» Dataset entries
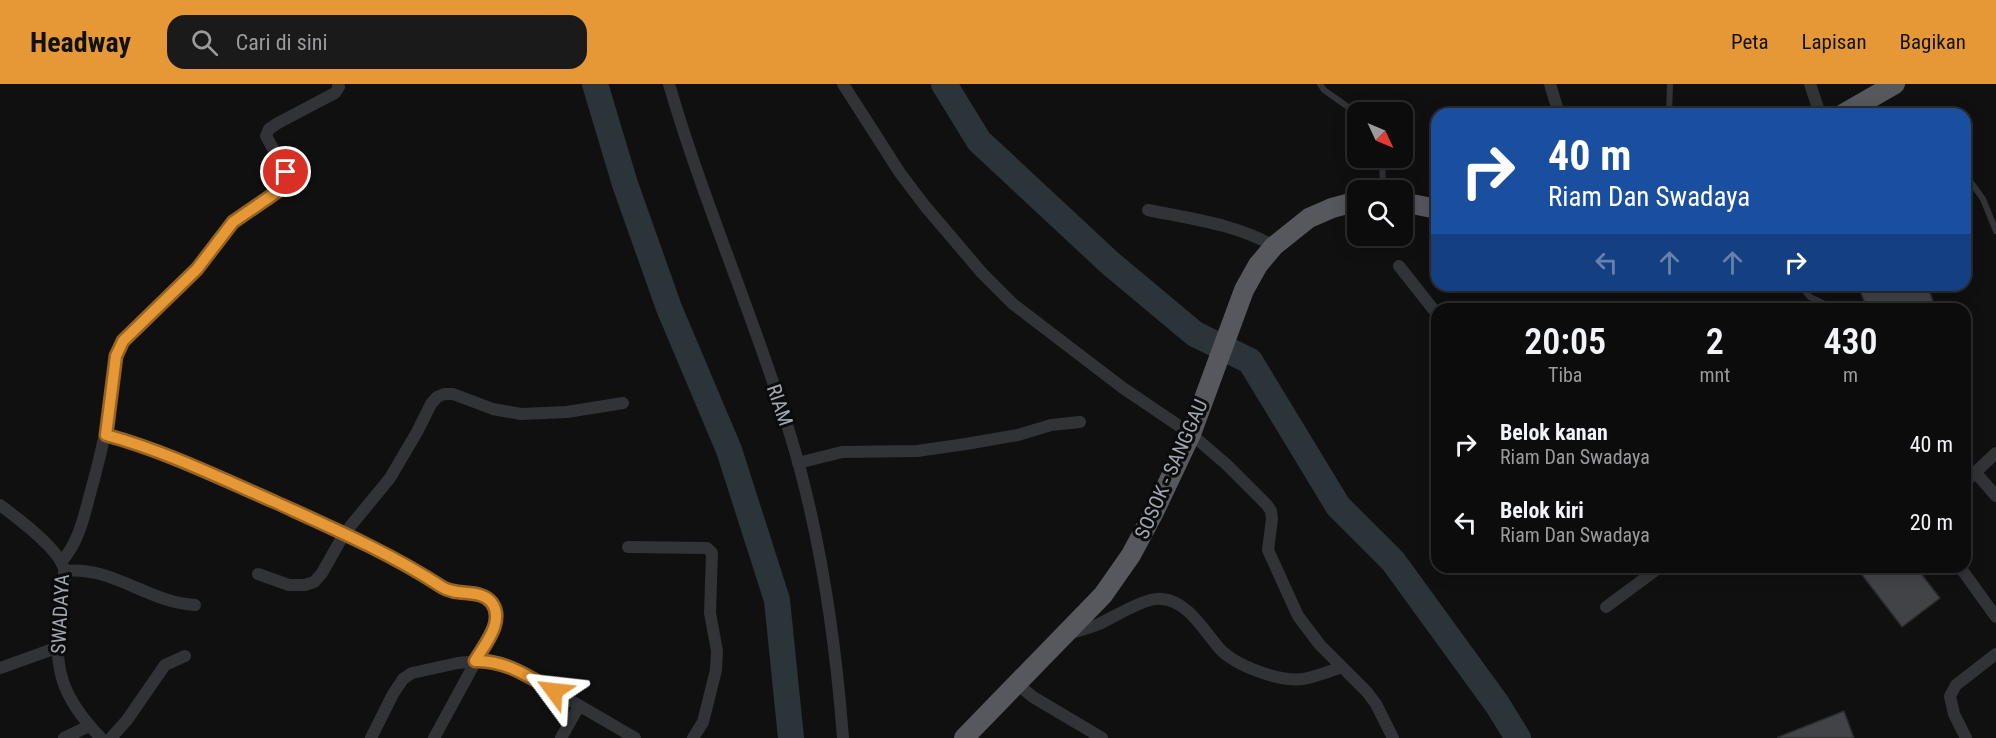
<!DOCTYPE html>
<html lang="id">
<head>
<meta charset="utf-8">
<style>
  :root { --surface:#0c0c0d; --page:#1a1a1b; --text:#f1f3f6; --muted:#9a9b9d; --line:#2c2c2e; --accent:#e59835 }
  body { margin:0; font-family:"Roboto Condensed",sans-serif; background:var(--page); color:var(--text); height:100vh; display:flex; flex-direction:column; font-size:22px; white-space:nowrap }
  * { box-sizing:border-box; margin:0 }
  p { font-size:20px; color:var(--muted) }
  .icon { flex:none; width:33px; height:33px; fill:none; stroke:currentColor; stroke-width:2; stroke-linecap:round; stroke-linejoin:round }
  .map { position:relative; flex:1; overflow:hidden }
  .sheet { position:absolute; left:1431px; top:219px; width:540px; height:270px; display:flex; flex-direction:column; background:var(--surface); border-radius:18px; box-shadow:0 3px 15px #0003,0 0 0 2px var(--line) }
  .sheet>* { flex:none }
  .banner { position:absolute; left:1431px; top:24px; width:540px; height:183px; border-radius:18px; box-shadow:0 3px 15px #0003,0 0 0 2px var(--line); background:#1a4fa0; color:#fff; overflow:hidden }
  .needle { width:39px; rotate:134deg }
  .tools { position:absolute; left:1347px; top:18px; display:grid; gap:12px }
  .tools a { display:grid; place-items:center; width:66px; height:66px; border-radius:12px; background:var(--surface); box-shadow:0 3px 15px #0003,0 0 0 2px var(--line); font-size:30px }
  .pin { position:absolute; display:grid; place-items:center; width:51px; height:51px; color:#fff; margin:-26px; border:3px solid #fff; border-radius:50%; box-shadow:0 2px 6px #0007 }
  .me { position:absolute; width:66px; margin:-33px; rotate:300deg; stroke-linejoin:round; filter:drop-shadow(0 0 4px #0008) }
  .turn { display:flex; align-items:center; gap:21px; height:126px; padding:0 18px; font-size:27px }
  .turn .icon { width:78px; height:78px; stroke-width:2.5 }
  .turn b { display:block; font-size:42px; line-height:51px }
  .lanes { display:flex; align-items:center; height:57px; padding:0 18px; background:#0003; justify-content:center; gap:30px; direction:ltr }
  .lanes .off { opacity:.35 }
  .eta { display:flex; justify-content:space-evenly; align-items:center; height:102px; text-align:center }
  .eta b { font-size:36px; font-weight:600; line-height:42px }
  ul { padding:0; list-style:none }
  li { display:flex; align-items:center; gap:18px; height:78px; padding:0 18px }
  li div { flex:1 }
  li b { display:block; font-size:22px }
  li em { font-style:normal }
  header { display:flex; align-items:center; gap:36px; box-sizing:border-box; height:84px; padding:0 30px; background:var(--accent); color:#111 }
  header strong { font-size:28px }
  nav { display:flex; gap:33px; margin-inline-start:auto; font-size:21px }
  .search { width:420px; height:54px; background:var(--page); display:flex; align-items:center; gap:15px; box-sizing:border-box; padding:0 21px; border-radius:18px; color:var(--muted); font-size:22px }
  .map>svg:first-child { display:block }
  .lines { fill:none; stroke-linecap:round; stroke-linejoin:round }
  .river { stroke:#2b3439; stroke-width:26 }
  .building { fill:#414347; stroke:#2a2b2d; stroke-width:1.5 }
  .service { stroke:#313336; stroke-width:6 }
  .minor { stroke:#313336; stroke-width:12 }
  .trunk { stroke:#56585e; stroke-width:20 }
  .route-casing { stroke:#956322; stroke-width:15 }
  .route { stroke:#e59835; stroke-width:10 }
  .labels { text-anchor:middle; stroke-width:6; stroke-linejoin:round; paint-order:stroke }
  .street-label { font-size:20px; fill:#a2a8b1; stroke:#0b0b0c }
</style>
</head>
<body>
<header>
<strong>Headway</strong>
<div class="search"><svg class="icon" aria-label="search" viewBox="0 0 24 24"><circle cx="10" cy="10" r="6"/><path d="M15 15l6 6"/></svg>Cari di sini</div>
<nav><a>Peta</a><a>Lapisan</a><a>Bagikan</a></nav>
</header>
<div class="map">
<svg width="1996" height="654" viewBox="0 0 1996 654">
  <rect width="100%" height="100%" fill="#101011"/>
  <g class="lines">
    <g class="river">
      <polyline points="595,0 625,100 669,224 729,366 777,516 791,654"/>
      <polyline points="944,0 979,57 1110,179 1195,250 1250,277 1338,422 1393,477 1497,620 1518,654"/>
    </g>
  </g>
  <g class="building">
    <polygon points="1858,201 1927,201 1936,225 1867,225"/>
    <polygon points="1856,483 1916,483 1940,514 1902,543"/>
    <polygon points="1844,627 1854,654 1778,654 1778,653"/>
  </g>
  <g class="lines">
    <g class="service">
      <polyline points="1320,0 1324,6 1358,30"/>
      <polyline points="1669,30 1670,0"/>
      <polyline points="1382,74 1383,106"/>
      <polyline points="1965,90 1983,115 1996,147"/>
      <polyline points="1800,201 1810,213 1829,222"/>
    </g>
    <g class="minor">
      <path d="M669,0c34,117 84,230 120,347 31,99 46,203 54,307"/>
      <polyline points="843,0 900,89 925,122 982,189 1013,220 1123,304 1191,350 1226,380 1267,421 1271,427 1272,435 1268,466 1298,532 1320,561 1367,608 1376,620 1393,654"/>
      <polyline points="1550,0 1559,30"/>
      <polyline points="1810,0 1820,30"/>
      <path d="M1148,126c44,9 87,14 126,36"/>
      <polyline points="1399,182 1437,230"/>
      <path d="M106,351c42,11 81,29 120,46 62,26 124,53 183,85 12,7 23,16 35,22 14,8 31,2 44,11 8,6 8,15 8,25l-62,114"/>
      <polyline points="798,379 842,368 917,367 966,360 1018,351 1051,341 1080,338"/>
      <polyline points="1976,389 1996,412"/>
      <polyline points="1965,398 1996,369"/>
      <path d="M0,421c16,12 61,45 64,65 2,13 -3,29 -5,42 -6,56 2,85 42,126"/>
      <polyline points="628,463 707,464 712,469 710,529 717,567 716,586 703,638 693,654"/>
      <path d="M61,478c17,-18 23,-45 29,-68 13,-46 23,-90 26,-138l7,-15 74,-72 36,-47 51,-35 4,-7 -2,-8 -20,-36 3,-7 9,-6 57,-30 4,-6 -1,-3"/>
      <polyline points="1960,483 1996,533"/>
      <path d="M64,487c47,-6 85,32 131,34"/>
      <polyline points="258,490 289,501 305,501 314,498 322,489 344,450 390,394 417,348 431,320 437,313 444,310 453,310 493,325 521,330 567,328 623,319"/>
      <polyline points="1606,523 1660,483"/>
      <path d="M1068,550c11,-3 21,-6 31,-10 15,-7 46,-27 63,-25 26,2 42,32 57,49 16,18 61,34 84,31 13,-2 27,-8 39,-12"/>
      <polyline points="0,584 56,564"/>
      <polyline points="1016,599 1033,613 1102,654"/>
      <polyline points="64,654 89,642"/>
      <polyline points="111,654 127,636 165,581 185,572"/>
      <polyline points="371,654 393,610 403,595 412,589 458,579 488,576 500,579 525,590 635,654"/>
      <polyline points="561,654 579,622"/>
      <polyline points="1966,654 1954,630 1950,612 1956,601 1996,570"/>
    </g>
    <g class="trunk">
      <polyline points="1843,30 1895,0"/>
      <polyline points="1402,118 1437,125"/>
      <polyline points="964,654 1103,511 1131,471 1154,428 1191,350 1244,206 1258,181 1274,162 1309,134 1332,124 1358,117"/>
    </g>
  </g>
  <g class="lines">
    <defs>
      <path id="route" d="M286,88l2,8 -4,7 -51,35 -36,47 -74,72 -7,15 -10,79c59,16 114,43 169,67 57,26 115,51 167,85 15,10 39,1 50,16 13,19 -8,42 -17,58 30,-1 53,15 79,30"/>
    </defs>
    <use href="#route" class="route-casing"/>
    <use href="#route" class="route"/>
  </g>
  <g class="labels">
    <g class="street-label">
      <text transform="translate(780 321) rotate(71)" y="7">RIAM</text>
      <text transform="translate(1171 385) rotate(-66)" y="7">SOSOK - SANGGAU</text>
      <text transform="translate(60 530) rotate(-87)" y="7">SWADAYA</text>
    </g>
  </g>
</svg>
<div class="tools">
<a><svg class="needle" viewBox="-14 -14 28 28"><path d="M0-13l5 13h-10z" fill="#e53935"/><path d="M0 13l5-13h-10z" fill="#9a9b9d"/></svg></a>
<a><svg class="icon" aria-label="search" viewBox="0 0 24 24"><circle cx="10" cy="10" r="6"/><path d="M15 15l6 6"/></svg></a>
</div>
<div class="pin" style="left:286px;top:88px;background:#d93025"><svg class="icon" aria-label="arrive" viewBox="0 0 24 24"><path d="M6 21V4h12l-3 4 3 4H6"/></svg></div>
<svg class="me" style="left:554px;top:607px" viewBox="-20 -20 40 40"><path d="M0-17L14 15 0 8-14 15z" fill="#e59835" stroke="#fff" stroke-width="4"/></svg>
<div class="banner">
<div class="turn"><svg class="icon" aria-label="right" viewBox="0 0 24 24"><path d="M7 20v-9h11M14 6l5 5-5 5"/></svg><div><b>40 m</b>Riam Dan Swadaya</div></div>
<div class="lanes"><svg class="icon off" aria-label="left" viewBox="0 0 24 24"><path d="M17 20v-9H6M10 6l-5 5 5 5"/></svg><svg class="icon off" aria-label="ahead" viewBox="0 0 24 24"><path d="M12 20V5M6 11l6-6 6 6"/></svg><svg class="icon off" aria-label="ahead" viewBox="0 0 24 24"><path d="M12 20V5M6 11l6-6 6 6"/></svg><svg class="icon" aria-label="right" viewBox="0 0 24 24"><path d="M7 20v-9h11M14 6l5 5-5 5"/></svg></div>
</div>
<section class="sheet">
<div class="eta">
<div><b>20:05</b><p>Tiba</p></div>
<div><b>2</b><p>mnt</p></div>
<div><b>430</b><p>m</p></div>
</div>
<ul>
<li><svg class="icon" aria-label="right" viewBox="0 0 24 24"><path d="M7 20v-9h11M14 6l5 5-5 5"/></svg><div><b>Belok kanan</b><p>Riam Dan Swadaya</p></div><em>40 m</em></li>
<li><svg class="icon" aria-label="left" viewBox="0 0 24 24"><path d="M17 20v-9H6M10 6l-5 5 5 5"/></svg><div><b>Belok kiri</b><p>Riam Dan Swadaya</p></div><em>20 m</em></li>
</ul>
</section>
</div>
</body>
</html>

» What to produce
Reproduce the records exactly, starting with their first line and ending with the line that contains "display:grid; place-items:center; width:66px;", though pictures should be dropped.

» Your solution
<!DOCTYPE html>
<html lang="id">
<head>
<meta charset="utf-8">
<style>
  :root { --surface:#0c0c0d; --page:#1a1a1b; --text:#f1f3f6; --muted:#9a9b9d; --line:#2c2c2e; --accent:#e59835 }
  body { margin:0; font-family:"Roboto Condensed",sans-serif; background:var(--page); color:var(--text); height:100vh; display:flex; flex-direction:column; font-size:22px; white-space:nowrap }
  * { box-sizing:border-box; margin:0 }
  p { font-size:20px; color:var(--muted) }
  .icon { flex:none; width:33px; height:33px; fill:none; stroke:currentColor; stroke-width:2; stroke-linecap:round; stroke-linejoin:round }
  .map { position:relative; flex:1; overflow:hidden }
  .sheet { position:absolute; left:1431px; top:219px; width:540px; height:270px; display:flex; flex-direction:column; background:var(--surface); border-radius:18px; box-shadow:0 3px 15px #0003,0 0 0 2px var(--line) }
  .sheet>* { flex:none }
  .banner { position:absolute; left:1431px; top:24px; width:540px; height:183px; border-radius:18px; box-shadow:0 3px 15px #0003,0 0 0 2px var(--line); background:#1a4fa0; color:#fff; overflow:hidden }
  .needle { width:39px; rotate:134deg }
  .tools { position:absolute; left:1347px; top:18px; display:grid; gap:12px }
  .tools a { display:grid; place-items:center; width:66px; height:66px; border-radius:12px; background:var(--surface); box-shadow:0 3px 15px #0003,0 0 0 2px var(--line); font-size:30px }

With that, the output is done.